Past middle-of-the-night posting events have sometimes reeked of aggravation and exhaustion. Not so much tonight. Sure I’m unhappy that I accomplished only 90 minutes’ sleep before Martin busted into our bedroom. Nevertheless, this marks the first bad night we’ve experienced since January 15, and only the second bad night since before the holidays. Because I’m not working anymore, I can deliver Martin to school whenever he wakes and has breakfast, then nap until I need to pick him up.

And there are two more mitigating factors. First, I think I can point to a cause of Martin’s nocturnal festivities: We just finished week two of a six-week herbal protocol designed to drive pathogens from his body, and it’s clearly working. His legs have a rash from secreting what his body does not need, and he is making daily progress in overcoming his ASD symptoms. Second—did I just mention this? —he’s doing really well. He is socializing regularly with his classmates and with a neighborhood friend; almost daily we get a report from his teacher detailing some new achievement; and even language (one of two great weaknesses remaining for Martin, along with joint attention in group settings) shows tiny movements in the right direction.

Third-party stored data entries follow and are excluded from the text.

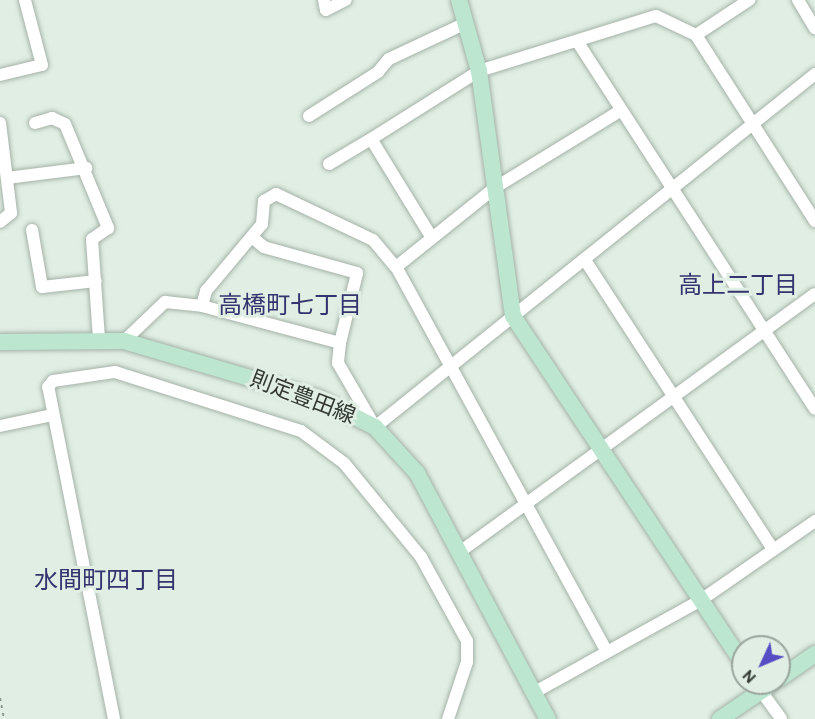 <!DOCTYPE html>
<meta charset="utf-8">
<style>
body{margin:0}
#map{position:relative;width:815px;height:719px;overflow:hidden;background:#e0eee3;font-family:Cabin,"Noto Sans JP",sans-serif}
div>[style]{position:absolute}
.path>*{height:2px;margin-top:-1px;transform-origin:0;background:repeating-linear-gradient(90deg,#8c958e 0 3px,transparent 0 7.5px)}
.roads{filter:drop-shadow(0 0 2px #a5b2a8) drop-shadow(0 0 2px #a5b2a8)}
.street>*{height:12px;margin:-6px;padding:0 6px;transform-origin:6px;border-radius:6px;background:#fff}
.secondary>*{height:16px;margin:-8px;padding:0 8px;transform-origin:8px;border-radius:8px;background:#bce6cf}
span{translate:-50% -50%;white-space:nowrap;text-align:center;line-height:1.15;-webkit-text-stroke:6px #e0eee3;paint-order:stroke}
.street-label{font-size:22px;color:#323733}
.neighbourhood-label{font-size:24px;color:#35336f}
.north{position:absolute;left:731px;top:635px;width:60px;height:60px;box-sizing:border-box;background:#e0eee3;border:2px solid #9aa59d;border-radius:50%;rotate:226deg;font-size:16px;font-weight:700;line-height:24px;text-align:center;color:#323733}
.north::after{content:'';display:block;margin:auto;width:21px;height:27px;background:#564cc4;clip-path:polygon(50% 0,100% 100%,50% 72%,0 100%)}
</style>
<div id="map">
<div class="path">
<i style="left:0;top:698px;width:21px;rotate:79deg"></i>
</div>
<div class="roads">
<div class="street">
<i style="left:324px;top:0;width:10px;rotate:79deg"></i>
<i style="left:326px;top:10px;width:22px;rotate:-27deg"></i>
<i style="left:798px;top:0;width:33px;rotate:59deg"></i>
<i style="left:696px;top:35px;width:64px;rotate:-33.4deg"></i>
<i style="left:577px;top:41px;width:438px;rotate:57.1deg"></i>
<i style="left:0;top:75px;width:43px;rotate:-13.4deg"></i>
<i style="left:42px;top:65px;width:67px;rotate:-104.7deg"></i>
<i style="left:309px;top:116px;width:82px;rotate:-32.5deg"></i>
<i style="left:378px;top:72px;width:17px;rotate:-50deg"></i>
<i style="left:389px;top:59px;width:85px;rotate:-25.1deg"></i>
<i style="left:0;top:123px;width:91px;rotate:83deg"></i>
<i style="left:11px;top:213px;width:14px;rotate:141deg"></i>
<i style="left:35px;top:123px;width:18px;rotate:-16deg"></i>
<i style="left:52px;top:118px;width:14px;rotate:25deg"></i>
<i style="left:65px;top:124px;width:113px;rotate:67.5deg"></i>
<i style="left:108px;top:228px;width:19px;rotate:145deg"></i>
<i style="left:92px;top:239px;width:99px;rotate:86deg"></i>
<i style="left:329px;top:164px;width:49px;rotate:-30.8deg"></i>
<i style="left:7px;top:178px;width:80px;rotate:-7.2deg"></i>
<i style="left:32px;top:230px;width:58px;rotate:80deg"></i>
<i style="left:42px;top:287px;width:54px;rotate:-6.3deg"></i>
<i style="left:432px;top:238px;width:116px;rotate:-121.6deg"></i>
<i style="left:371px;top:139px;width:128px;rotate:-32.2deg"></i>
<i style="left:479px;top:71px;width:185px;rotate:-17.3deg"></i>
<i style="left:656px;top:16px;width:44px;rotate:25.4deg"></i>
<i style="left:696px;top:35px;width:221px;rotate:57.4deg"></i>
<i style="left:585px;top:260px;width:345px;rotate:57deg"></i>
<i style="left:202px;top:306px;width:143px;rotate:15deg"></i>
<i style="left:340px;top:343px;width:72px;rotate:-76.3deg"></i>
<i style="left:357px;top:273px;width:97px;rotate:-164.4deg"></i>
<i style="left:264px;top:247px;width:14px;rotate:-141deg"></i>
<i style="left:124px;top:341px;width:57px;rotate:-43.6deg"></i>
<i style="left:165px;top:302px;width:37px;rotate:6deg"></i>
<i style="left:202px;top:306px;width:16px;rotate:-75deg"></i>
<i style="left:206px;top:291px;width:87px;rotate:-50.1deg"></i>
<i style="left:262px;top:224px;width:23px;rotate:-85deg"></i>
<i style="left:264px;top:201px;width:14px;rotate:-30deg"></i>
<i style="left:276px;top:194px;width:107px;rotate:25.4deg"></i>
<i style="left:373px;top:240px;width:35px;rotate:50deg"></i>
<i style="left:340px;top:343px;width:20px;rotate:96deg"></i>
<i style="left:338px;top:363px;width:74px;rotate:60deg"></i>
<i style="left:375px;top:427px;width:564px;rotate:-38.74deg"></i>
<i style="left:0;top:426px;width:53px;rotate:-11.9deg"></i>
<i style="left:461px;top:551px;width:437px;rotate:-36deg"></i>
<i style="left:607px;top:652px;width:439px;rotate:-118.7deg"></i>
<i style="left:396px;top:267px;width:128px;rotate:-38.7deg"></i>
<i style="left:496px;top:187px;width:145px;rotate:-31.5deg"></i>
<i style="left:761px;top:691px;width:34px;rotate:54deg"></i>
<i style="left:535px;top:692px;width:190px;rotate:-29deg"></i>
<i style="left:701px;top:600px;width:139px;rotate:-34.7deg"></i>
<i style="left:114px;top:719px;width:338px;rotate:-101.2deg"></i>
<i style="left:48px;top:387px;width:8px;rotate:-50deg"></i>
<i style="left:53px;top:381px;width:63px;rotate:-8.3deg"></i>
<i style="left:115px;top:372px;width:195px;rotate:17.6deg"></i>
<i style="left:301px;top:431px;width:54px;rotate:36.7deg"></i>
<i style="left:344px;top:463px;width:122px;rotate:50.7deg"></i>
<i style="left:421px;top:557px;width:96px;rotate:61.3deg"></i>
<i style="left:467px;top:641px;width:21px;rotate:90deg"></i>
<i style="left:467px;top:662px;width:60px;rotate:108.4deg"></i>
</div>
<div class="secondary">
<i style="left:459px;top:0;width:74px;rotate:74.3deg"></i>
<i style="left:479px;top:71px;width:247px;rotate:82.1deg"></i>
<i style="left:513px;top:316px;width:417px;rotate:56.5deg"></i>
<i style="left:0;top:342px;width:124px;rotate:-0.5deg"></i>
<i style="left:124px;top:341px;width:202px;rotate:16.4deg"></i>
<i style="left:318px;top:398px;width:64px;rotate:27deg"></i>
<i style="left:375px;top:427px;width:62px;rotate:47.6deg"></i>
<i style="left:417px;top:473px;width:279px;rotate:62deg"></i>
<i style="left:779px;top:679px;width:44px;rotate:-34.8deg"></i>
<i style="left:720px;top:719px;width:64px;rotate:-34.2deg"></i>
</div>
</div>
<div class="street-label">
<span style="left:303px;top:397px;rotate:21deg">則定豊田線</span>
</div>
<div class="neighbourhood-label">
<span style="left:738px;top:285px">高上二丁目</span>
<span style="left:290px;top:305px">高橋町七丁目</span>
<span style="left:106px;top:580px">水間町四丁目</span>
</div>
<div class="north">N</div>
</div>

So instead of describing my aggravation or exhaustion (fascinating topics), I will middle-of-the-the-night post about our latest miracle.

Two nights ago, while Martin was eating dinner, I snuck up behind him and tapped his right shoulder.

Martin, in response, turned to look at me.

Ten minutes later, I tried the same exercise again. And Martin turned to look at me again.

Doesn’t sound monumental? Well, he’s never done it before. I suppose he just didn’t have the body awareness, or the consciousness of others and his surroundings, to sense a shoulder tap and realize that it had meaning. Now, apparently, he does.

I tapped his shoulder again at breakfast yesterday morning. No response. But at dinner tonight, I shifted from right shoulder to left and back again, tap-tap-tapping, and each time Martin craned his little neck to investigate. Good enough for me. Right now I don’t require absolute consistency, just evidence that Martin does possess the ability to engage in these neurotypical behaviors.

At Yale University, I’ve heard, undergraduates are invited to join exclusive secret societies via a “tap.” The chosen few are “tapped.”

I’m uncertain whether that means a literal tap on the shoulder. In any case, the events of these past couple days have made me confident that—should Martin choose to attend Yale, and then be selected for secret-society membership—he’ll be ready to respond to that tap.